Depth-first search will not find a goal if it searches down a path that has infinite length. So, in general, depth-first search is not guaranteed to find a solution, so it is not complete.

This problem is eliminated by limiting the depth of the search to some value $l$. However, this introduces another way of preventing depth-first search from finding the goal. If the goal is deeper than $l$ it will not be found.

How would you make an intelligent guess for $l$ for a given search problem?

Its time complexity is $O(b^l)$ and its space complexity is $O(bl)$. What would the space complexity be of the backtracking version of this search?

Regular depth-first search is a special case, for which $l=\infty$.

If a depth-limited depth-first search limited to depth $l$ does not find the goal, try it again with limit at $l+1$. Continue this until goal is found.

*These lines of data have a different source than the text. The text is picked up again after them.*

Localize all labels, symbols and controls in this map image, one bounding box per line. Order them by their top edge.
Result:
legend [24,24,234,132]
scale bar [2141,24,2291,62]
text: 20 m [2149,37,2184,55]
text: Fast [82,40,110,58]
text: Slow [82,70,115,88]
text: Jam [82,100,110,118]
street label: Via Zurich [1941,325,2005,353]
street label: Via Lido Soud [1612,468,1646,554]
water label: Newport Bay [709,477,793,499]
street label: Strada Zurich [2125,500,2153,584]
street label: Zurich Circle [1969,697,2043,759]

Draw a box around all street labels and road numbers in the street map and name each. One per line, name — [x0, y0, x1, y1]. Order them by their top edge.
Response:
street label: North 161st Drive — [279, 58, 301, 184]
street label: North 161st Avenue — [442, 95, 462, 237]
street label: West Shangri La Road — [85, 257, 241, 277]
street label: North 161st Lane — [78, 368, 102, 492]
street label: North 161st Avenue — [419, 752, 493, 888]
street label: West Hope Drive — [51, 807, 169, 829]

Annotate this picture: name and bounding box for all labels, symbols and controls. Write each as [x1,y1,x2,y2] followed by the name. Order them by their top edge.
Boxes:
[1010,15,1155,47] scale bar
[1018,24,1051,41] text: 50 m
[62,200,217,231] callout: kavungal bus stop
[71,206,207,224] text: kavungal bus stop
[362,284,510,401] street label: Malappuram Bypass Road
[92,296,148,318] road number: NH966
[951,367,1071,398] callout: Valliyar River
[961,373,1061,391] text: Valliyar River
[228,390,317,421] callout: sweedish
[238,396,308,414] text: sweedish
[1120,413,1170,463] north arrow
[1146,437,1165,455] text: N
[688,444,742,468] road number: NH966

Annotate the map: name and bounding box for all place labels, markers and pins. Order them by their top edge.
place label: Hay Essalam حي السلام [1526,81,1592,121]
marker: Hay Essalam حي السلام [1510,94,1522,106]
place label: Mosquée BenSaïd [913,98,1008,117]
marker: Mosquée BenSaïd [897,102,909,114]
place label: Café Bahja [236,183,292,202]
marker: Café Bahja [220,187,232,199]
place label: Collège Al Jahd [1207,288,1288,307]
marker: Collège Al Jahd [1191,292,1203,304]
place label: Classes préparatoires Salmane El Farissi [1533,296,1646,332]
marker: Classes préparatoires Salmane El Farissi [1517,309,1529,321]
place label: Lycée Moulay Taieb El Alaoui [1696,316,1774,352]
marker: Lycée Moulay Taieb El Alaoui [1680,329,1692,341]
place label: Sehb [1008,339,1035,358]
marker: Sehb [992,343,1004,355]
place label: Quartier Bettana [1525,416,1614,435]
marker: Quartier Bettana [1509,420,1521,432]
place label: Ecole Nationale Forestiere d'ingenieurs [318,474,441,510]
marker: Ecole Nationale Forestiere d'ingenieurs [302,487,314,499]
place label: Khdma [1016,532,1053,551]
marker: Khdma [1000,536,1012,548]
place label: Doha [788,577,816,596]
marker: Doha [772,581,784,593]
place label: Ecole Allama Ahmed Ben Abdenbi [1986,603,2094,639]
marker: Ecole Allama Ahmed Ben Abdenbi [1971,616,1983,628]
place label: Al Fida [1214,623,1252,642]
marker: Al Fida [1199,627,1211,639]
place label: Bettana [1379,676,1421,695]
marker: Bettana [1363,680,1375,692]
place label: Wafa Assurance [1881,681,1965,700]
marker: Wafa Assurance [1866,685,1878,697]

Make depth-limited depth-first search complete by repeatedly applying it with greater values for the depth limit $l$.

Feels like breadth-first search, in that a level is fully explored before extending the search to the next level. But, unlike breadth-first search, after one level is fully explored, all nodes already expanded are thrown away and the search starts with a clear memory.

Seems very wasteful! Is it really? How many nodes are generated at the final level $d$?

$$b^d$$How many nodes are expanded in the tree on your way to the final level, down to depth $d-1$?

$$b + b^2 + \cdots + b^{d-1} = O(b^{d-1})$$How much of a waste is it to throw away those $O(b^{d-1})$ nodes? Say $b=10$ and $d=5$. We are throwing away on the order of $10^4 = 1,000$ nodes, regenerating them and then generating $b^d = 10^5 = 10,000$ new nodes. Regenerating those 1,000 nodes seems trivial compared to making the 10,000 new ones.

Our textbook authors say:

"In general, iterative deepening is the preferred uninformed search method when the search space is large and the depth of the solution is not known."

Watch this short video by Richard Korf, one of the developers of iterative deepening.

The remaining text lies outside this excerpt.